Questo richiederebbe una divagazione troppo lunga, ma vale la pena ricordare solo una cosa. Cercando tra le dichiarazioni, quelli che subito protestarono per la vicenda di Pacenza furono Marco Minniti (guarda caso anche lui vicinissimo alla rete degli indagati di De Magistris) e Jole Santelli. Quelli che oggi parlano di garantismo.

Ritornando alla piazza e soprattutto alla procura di Cosenza: questa passerà da Serafini a Spagnuolo e qui ad aiutarci nella storia sono delle vere e proprie denunce fatte dal pm Facciolla. Lui riferisce di stretti rapporti tra Spagnuolo (all’epoca all’antimafia) e Luberto. Quest’ultimo, secondo un’ispezione ministeriale, riceve informative da Stefano Dodaro (capo, all’epoca, della squadra mobile di Cosenza), marito di Manuela Morrone, giudice a Cosenza e figlia di quel Morrone delle intercettazioni. E il cerchio si chiude.

Ecco il valore della piazza. Il simbolo della gestione della cosa pubblica a Cosenza: utilizzata per dare “lavoro” e come arma di ricatto per giochi politici (si ricordino le intercettazioni nell’altra inchiesta sulla piazza, Lande Desolate nelle quali appunto i lavori erano utilizzati per ostacolare o favorire carriere).

Ritornando a Luberto: sugli appalti, i traffici e le opere sulle quali indaga lui sembra sempre sparire qualcosa. È stato spostato proprio per questo (aver imboscato le intercettazioni riguardanti il politico Ferdinando Aiello sulla Sibaritide). Di un altro caso particolare, riguardante Scalea, vi abbiamo già raccontato noi e anche qui ritroviamo i soliti protagonisti; ce ne sono anche degli altri che riguardano ospedali e cliniche e anche in questo caso a intralciare il cammino è intervenuto Facciolla. Ora quest’ultimo è stato trasferito nonostante le accuse a suo carico siano archiviate.
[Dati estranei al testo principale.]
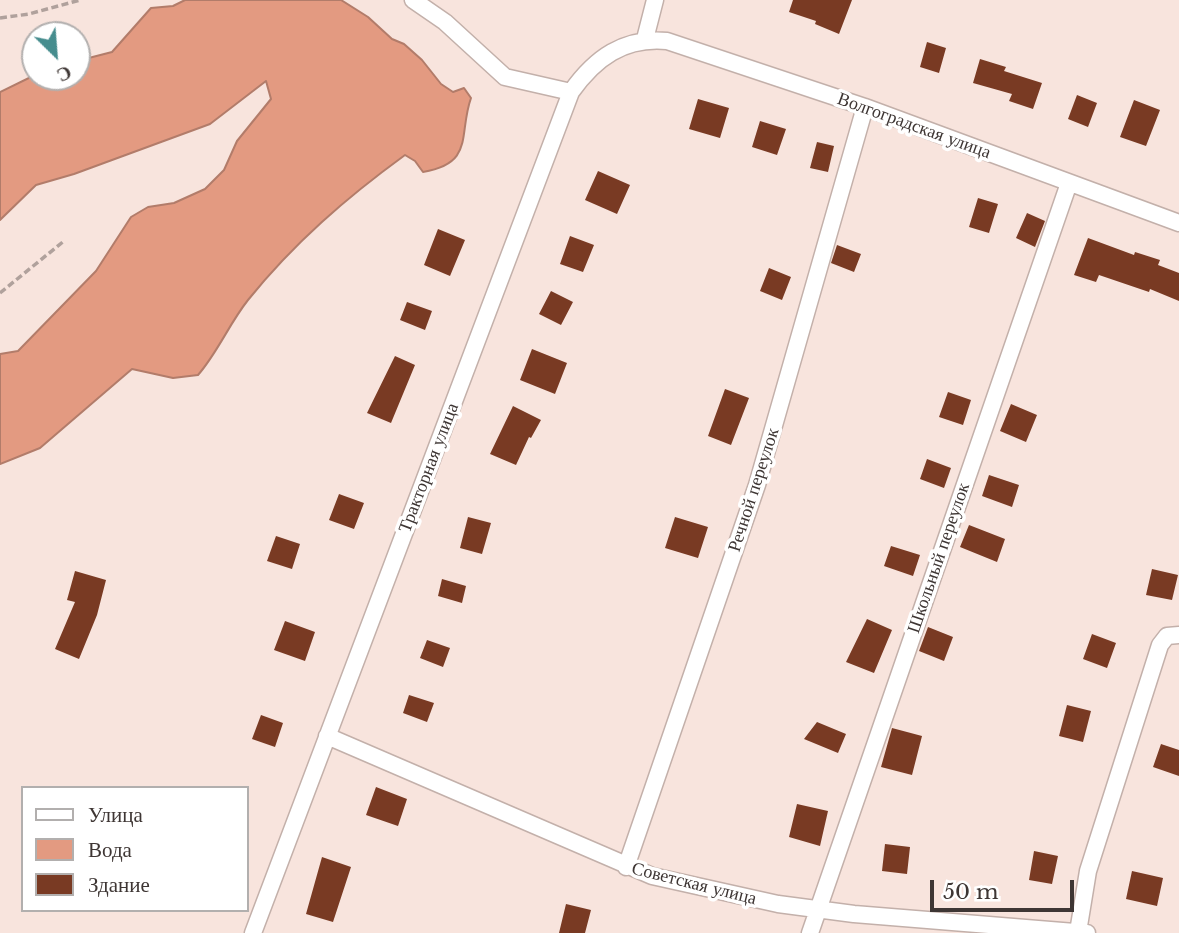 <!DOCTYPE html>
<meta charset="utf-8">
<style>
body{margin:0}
#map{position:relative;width:1179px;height:933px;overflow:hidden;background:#f8e4dd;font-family:"Libre Baskerville",serif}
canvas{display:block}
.legend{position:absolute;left:21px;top:786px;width:228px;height:126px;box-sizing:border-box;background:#fff;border:2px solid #b2afae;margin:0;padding:9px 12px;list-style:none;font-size:21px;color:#3e3634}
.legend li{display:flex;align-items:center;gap:14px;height:35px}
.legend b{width:35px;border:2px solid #b2afae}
.north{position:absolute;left:21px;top:21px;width:70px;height:70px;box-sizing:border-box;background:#fff;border:2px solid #b2afae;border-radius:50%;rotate:155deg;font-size:19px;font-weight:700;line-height:28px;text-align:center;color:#3e3634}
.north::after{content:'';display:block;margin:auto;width:24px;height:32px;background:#468d8e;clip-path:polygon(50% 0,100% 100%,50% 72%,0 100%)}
.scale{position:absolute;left:930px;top:880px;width:144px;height:32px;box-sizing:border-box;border:4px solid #3e3634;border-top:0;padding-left:9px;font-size:21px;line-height:24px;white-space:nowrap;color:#3e3634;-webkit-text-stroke:5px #fff;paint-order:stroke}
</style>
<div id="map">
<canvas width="1179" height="933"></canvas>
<ul class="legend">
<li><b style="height:9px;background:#fff"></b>Улица</li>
<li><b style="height:19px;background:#e39a81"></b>Вода</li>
<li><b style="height:19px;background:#793a23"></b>Здание</li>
</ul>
<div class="north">С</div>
<div class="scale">50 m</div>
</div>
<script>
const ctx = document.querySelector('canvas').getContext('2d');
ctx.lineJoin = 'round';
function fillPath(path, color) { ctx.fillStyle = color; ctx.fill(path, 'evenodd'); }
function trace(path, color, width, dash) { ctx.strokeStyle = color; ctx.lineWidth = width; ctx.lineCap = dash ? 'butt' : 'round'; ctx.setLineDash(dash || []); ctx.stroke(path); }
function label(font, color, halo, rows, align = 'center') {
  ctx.font = font + ' "Libre Baskerville",serif'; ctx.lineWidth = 7; ctx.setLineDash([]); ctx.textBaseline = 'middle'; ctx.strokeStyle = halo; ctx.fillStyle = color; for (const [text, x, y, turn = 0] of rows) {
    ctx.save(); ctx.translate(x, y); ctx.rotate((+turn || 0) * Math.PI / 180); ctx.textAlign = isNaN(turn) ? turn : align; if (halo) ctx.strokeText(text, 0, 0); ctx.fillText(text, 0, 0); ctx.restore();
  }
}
const water = new Path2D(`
 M185,0H341L368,17L392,39L404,44L422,60L441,84L453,92L464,88L471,98C458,135 475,163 423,172L415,161L405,155C346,198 294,243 248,300C229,324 218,352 198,375L173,378L132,369L40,448L0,464V354L18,351L96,271L131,217L148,207L174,203L205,189L224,170L237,141L271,99L266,81L210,124L74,174L36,185L0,220V92L35,75L77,77V61L112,52L151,8L173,6Z`);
const building = new Path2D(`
 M793,0H852L839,34L815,24L816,21L789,12Z
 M927,42L946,48L939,73L920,67Z
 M980,59L1006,67L1004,71L1042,83L1033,109L1009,101L1012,94L973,83Z
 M1077,95L1097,103L1088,127L1068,119Z
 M698,99L729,108L720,138L689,129Z
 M1134,100L1160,110L1146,146L1120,137Z
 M760,121L786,129L777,155L752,147Z
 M817,142L834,146L828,172L810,168Z
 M598,171L630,185L617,214L585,200Z
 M978,198L998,204L989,233L969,227Z
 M1027,213L1045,221L1035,247L1016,238Z
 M438,229L465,240L450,276L424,265Z
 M570,236L594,245L583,272L560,264Z
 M1088,238L1134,255L1135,252L1160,260L1158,265L1179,273V301L1150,289L1149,292L1099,275L1096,282L1074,275Z
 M837,245L861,254L854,272L831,263Z
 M769,268L791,277L782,300L760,291Z
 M551,291L573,302L561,325L539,314Z
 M407,302L432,311L425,330L400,320Z
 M532,349L567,363L555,394L520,380Z
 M395,356L415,365L391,423L367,413Z
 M725,389L749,398L731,445L708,436Z
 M948,392L971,400L963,425L939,417Z
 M1011,404L1037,415L1026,442L1000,431Z
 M513,406L541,420L531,438L529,437L516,465L490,454Z
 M927,459L951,468L944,488L920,479Z
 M989,475L1019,485L1012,507L982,496Z
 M339,494L364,503L354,529L329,520Z
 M468,517L491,523L482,554L460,548Z
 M675,517L708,527L698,558L665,548Z
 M969,525L1005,539L997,562L960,547Z
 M276,536L300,544L292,569L267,561Z
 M891,546L920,555L913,576L884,566Z
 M1152,569L1178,575L1172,600L1146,595Z
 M75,571L106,580L97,615L79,659L55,649L75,602L67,600Z
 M442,579L466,586L462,603L438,596Z
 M867,619L892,630L874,673L846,662Z
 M285,621L315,632L305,661L274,650Z
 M928,627L953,637L944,661L919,651Z
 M1092,634L1116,643L1107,668L1083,659Z
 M427,640L450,648L443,667L420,658Z
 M409,695L434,703L427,722L403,713Z
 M1067,705L1091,711L1083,742L1059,736Z
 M261,715L283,723L275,747L252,739Z
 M817,722L846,734L838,753L804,739Z
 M892,728L922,736L912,775L881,767Z
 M1161,744L1179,750V776L1153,767Z
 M376,787L407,799L398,826L366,815Z
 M797,804L828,811L820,846L789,837Z
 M885,844L910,847L907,874L882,871Z
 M1034,851L1058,856L1052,884L1029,880Z
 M322,857L351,867L333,922L306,914Z
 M1132,871L1163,878L1157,906L1126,899Z
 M566,904L591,910L585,933H559Z`);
const path = new Path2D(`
 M0,18L29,14L80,0
 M0,293L64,241`);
const minor = new Path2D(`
 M413,0L445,22L505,77L571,92
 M645,39L655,0
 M327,736L652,876L778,904L854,914L1087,933
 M626,867L757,485L865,107
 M1078,932L1088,871L1160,645L1167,636L1179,635
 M253,933L571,92C595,58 624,37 667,41L865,107L1179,223
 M810,933L1069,183`);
const streetNames = [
 ["Волгоградская улица",914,126,20],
 ["Тракторная улица",429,468,-69],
 ["Речной переулок",754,490,-72],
 ["Школьный переулок",939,558,-71],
 ["Советская улица",694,884,14]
];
fillPath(water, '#e39a81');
trace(water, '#b27c6a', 2);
fillPath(building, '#793a23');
trace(minor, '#c3b0aa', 19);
trace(path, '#b0a19c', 3.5, [7, 3.5]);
trace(minor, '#fff', 16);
label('18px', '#3e3634', '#fff', streetNames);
</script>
Come dicevamo, c’è chi “crescendo” inizia ad archiviare e ha la carriera spianata e chi invece non archivia nulla, anzi apre fascicoli e trova diversi ostacoli. Infine, da notare che anche in questi altri casi c’è di mezzo il clan Muto, come sulla piazza di Cosenza. Ma questa è una storia che ha bisogno di un capitolo a parte…

“Ha trent’anni”. Rino Gaetano su questa età cantava: Mi alzo al mattino con una nuova/ Illusione, prendo il centonove per la rivoluzione/ Ma ci ripenso però mi guardo intorno per un po’/E mi accorgo che son solo/In fondo è bella però è la mia età e io ci sto. De Magistris ha ancora 30 anni, Facciolla anche e anche noi vogliamo starci.